When Whitefield (the great preacher) went to America (he went five times), he stood on the steps of the Court-house in Philadelphia, and preached to the people; and there was amongst the crowd a little boy. The little boy saw that Mr. George Whitefield could not see to read his Bible very well, so he got his lantern, and lit it, and held the lantern for Mr. Whitefield to see to read by. Mr. Whitefield was very much obliged to him. The little boy listened — with all his might and main — to Mr. Whitefield's preaching. He listened so much, that he let the lantern tumble down, and it was broken all to pieces. Many years afterwards Mr. Whitefield came back again to America, on his fifth journey. He stopped at the house of a minister, who said to him one day: "Do you remember, sir, preaching once in Philadelphia, and a little boy, who was holding the lantern, dropped it, and broke it? That I do," said Mr. Whitefield, "and I would give anything in the world to know what has become of that little boy." The minister said, "I was the little boy, sir. I held the lantern. I listened to you. I let it drop.
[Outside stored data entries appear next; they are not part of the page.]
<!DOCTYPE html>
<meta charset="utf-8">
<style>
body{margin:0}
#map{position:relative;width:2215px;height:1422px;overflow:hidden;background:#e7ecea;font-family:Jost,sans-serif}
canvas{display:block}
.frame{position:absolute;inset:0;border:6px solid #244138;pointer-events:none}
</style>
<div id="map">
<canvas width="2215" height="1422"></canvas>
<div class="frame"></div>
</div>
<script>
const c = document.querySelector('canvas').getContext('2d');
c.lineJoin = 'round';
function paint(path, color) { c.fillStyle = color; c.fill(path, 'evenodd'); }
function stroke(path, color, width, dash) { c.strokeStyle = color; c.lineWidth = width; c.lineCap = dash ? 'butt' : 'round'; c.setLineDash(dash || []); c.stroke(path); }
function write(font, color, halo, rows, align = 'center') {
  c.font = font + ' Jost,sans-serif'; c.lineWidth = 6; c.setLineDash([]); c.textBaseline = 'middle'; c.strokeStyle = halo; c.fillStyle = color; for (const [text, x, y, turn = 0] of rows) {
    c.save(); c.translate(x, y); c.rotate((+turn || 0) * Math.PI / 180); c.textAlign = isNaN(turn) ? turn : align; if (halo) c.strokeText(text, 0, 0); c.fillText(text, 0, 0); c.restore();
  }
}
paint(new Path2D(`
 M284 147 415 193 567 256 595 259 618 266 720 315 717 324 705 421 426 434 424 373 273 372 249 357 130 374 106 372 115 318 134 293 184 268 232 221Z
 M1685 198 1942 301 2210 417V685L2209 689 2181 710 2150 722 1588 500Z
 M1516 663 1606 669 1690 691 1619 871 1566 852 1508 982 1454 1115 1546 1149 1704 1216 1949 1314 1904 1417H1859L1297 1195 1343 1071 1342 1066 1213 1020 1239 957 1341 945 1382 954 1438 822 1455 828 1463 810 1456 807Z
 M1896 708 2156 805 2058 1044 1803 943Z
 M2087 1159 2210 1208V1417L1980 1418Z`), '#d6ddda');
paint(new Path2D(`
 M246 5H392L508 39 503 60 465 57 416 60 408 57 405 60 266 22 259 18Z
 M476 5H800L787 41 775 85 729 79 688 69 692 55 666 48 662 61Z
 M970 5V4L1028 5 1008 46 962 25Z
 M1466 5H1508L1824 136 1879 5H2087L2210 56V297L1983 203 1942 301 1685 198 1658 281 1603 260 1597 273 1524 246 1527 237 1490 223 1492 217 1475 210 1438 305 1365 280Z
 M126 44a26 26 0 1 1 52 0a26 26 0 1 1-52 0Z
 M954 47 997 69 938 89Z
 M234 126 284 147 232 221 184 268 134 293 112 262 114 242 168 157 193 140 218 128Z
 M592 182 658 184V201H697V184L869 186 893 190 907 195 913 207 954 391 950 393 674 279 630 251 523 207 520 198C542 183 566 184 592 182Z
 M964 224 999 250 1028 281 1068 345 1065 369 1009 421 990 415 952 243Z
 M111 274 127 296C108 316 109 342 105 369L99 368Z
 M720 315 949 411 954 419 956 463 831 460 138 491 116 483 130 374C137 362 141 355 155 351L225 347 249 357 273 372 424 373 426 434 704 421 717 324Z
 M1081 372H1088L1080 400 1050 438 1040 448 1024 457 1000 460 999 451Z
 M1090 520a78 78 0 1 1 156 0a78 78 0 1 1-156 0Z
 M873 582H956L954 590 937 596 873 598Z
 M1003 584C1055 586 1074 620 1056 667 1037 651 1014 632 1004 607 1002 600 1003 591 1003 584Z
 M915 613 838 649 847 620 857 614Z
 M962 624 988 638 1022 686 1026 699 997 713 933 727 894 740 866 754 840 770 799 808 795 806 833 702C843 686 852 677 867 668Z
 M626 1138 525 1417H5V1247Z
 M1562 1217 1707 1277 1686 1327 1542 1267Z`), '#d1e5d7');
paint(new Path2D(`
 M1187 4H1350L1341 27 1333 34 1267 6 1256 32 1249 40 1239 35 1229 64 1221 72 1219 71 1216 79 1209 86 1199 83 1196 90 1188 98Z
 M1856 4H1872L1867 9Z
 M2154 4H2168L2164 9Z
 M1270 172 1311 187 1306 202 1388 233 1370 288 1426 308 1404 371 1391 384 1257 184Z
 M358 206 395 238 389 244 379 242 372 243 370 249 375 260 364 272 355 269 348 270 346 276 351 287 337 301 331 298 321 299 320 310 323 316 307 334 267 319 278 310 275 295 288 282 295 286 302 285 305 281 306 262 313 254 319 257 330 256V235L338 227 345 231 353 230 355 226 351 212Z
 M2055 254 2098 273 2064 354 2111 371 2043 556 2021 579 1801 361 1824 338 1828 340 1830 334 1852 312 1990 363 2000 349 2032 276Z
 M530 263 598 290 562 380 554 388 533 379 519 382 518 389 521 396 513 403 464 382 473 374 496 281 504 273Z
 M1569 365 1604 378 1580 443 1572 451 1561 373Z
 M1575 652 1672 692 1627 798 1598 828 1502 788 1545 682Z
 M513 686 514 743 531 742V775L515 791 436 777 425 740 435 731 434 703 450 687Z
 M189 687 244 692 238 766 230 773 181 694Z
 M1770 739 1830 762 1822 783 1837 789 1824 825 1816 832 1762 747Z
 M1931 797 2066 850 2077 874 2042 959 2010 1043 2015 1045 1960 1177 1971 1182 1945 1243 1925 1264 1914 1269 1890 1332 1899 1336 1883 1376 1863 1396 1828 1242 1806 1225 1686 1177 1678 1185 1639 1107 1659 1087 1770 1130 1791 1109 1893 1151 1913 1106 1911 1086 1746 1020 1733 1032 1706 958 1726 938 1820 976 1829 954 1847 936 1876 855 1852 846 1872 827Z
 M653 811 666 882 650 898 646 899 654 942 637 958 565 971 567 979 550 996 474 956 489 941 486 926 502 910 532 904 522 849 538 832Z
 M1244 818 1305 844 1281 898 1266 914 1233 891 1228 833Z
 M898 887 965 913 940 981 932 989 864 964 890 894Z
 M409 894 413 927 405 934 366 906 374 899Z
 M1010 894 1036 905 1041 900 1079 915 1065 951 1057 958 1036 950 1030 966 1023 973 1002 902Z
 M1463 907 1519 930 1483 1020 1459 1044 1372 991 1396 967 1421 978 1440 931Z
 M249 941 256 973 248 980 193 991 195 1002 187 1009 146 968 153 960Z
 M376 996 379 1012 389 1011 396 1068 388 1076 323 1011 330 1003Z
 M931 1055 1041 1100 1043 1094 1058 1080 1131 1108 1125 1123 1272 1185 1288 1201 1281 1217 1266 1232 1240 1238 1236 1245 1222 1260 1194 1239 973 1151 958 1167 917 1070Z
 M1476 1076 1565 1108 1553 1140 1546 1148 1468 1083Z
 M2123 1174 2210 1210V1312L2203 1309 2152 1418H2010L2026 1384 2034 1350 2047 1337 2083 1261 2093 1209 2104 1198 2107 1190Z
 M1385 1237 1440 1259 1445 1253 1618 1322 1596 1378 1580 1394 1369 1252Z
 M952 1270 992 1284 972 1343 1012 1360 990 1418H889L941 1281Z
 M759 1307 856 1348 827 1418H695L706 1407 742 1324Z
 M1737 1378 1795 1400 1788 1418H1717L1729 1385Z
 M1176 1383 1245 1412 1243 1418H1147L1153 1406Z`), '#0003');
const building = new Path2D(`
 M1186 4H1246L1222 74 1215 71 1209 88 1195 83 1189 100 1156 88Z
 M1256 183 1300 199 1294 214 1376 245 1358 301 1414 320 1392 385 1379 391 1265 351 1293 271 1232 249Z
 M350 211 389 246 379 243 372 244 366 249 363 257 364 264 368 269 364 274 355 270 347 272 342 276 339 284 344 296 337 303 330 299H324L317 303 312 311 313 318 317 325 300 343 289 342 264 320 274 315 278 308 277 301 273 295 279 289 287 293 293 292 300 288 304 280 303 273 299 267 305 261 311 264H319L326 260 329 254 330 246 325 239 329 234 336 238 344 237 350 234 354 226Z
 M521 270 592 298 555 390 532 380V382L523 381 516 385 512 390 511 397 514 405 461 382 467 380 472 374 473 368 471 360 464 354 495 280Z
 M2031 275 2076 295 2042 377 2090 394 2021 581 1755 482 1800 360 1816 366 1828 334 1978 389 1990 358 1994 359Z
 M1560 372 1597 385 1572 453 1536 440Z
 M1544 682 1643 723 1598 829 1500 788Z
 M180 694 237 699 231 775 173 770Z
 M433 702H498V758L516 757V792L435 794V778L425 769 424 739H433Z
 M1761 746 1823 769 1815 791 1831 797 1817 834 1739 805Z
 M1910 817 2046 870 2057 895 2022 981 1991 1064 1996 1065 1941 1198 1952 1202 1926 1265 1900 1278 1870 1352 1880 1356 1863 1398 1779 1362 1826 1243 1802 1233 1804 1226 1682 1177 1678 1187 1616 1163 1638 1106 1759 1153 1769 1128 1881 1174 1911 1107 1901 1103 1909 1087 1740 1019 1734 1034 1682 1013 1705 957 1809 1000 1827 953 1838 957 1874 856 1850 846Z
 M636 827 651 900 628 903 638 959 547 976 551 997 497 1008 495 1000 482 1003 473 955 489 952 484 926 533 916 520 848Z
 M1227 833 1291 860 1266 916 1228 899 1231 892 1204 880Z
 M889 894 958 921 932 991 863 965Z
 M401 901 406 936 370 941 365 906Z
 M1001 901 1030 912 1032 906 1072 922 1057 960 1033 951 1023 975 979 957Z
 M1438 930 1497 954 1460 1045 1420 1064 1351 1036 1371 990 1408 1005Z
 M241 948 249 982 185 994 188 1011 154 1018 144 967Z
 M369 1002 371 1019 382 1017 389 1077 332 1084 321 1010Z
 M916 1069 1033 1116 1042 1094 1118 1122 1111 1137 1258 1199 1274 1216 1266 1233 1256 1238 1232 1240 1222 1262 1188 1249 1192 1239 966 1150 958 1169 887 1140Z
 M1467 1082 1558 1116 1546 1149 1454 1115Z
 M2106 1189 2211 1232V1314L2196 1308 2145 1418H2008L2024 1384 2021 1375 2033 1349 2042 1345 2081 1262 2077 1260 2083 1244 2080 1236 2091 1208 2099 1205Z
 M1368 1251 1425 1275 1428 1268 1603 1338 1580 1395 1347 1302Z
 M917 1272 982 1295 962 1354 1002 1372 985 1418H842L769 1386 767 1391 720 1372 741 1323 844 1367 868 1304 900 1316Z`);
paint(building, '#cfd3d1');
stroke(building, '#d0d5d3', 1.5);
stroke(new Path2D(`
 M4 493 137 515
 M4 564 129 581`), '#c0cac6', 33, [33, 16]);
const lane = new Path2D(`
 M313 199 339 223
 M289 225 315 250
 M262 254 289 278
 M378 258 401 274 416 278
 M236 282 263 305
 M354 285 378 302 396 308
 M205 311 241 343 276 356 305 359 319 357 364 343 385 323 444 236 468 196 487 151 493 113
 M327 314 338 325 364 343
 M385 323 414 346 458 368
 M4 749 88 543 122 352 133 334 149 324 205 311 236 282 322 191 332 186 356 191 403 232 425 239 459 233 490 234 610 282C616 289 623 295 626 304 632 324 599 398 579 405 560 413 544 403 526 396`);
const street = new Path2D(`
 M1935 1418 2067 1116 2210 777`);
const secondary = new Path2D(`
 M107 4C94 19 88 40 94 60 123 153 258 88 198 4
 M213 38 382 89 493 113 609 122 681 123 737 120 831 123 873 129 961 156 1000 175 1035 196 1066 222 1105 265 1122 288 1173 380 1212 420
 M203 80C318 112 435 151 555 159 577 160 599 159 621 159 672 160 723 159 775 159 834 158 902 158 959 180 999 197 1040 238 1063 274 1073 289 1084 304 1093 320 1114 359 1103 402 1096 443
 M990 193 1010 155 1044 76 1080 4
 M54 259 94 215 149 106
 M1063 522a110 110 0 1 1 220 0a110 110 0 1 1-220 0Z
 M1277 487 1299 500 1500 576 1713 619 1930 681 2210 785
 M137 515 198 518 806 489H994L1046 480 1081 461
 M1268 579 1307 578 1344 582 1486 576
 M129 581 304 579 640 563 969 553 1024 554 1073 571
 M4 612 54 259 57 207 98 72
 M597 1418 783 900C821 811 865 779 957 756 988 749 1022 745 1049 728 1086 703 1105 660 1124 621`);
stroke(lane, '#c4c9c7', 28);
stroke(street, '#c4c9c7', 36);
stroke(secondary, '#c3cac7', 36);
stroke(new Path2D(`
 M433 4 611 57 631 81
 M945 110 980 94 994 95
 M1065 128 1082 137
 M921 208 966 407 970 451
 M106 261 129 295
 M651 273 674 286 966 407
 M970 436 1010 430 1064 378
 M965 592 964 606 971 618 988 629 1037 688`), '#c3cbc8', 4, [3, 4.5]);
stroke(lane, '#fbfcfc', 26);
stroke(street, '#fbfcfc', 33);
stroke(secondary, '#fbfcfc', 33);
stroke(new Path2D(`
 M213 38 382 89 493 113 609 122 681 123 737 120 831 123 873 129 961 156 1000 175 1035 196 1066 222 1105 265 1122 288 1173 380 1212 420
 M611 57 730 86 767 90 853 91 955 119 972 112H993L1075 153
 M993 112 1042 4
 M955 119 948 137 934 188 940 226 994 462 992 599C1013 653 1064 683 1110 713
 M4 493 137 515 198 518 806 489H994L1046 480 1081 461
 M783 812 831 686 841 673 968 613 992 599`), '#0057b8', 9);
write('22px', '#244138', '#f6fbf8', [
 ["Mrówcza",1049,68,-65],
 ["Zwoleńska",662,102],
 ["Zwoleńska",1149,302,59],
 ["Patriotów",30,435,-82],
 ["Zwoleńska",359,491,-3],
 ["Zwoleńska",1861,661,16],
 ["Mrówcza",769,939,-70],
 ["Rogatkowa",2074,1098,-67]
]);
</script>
Your preaching made me what I am, a Christian minister." He "followed the star."

(J. Vaughan.)

Of olden times on the coast of Cornwall there were wreckers. These men tied a lantern on the head of an ass, and drove the animal along the heights that fringe the shore. Ships at sea saw this light, and thinking them to be guides where open water was, ran towards them, fell on rocks, and were dashed to pieces. Then the wreckers came down to the shore, and took from the wrecked ship all that could be saved. There are a host of these false signals about in the religious world, leading men to destruction. What, then, are we to do? Look to the lighthouse of the Church, built by the hands of Jesus Christ. In it He has set the clear, steady light of revealed truth.